We all get knocked down from time to time -- that's just life. Robin Arzon has perhaps experienced this more times than could be considered her fair share. The story of her life reads like the written account of a heavyweight boxing match that won't end -- because nothing keeps Robin down for very long.
The daughter of immigrant parents, Robin originally planned to follow in her father's footsteps and become an attorney. She chose to get her undergraduate degree at NYU's Gallatin School of Individualized Study. Robin didn't take the course load that one may expect of a prelaw student, opting instead to take her father's advice, "You will learn how to be a lawyer in law school, take the classes you want to take."
About a year before she would graduate from Gallatin, Robin met a couple of friends at Bar Veloce in New York's East Village. A casual, fun night out with friends soon turned into a life-altering experience that would propel Robin to a new direction, years later. That night a ranting man armed with three hand guns, a sword, kerosene, a lighter and the desire to "choose when he dies" was out on the street exacting his plan to die in a fire while killing as many people as he could. The gunman approached and shot a man on the street. The wounded man took refuge in the closest place he could find, Bar Veloce, and the gunman followed him into the business. Upon entering the bar the gunman forced all of the patrons, Robin included, into the back where he huddled them together and soaked them in kerosene.
Early on in the confrontation the man spoke of wanting to talk to the police, and Robin served as his line to the police while being held as a human shield. Afraid but not wanting to give up, Robin spent that time trying to talk to the man in the hopes of ending the nightmare. When the police arrived Robin was being held by the madman by her hair, still soaked in kerosene, with a gun and a lighter being held to her head. Two patrons tried to jump the man as he held Robin; one was shot but the commotion of the struggle was enough to allow the police to storm the room and subdue that man.
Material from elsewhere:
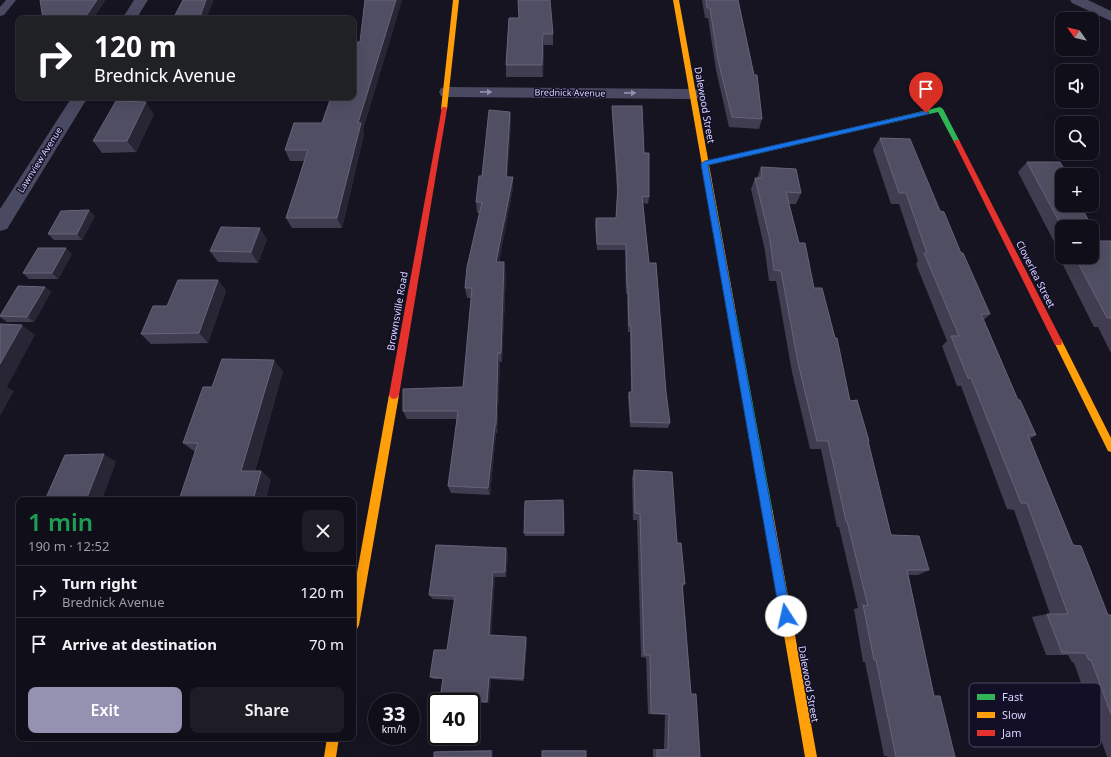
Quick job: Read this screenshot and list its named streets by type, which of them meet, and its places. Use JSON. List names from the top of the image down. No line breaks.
{"streets":{"street":["Brednick Avenue","Dalewood Street","Lawnview Avenue","Cloverlea Street","Brownsville Road"]},"crossings":[["Brednick Avenue","Dalewood Street"],["Brednick Avenue","Brownsville Road"],["Dalewood Street","Cloverlea Street"]],"one_way":["Brednick Avenue"],"legend":["Fast","Slow","Jam"],"north":"top left","page":{"map_buttons":["+","−"],"turn":["120 m","Brednick Avenue"],"heading":["1 min","190 m · 12:52"],"list":[{"name":"Turn right","note":"Brednick Avenue","value":"120 m"},{"name":"Arrive at destination","value":"70 m"}],"buttons":["Exit","Share"],"speed":"33 km/h","limit":"40"}}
This harrowing experience took a toll on Robin, but she got back up, graduated, went to law school at Villanova and practiced for seven years at a prestigious firm before making her next decision that flew in the face of conventional wisdom.
It was during law school that Robin found, very much by mistake, her passion for running and fell in love with it. She describes that in the years after much of her time in the law office was spent "counting down the minutes" until she could go for a run. This is all from someone who was made fun of on the playground for how she ran and who was forging notes as a teenager to get out of gym class. Robin then made a choice that not many could, she quit her safe life, one that she worked very hard for, to follow what her heart was saying.
Initially Robin worked at being a freelance sports journalist and had "no idea what I was doing." Robin started a blog, interviewed Olympic athletes with her cracked iPhone and surrounded herself with like-minded people -- kindred spirits who love to sweat.
Robin realized that if you put the work in, you can become whatever you want to be. Robin created a new life as an "Ambassador of Sweat" -- becoming a running coach, cycling instructor and ultramarathoner.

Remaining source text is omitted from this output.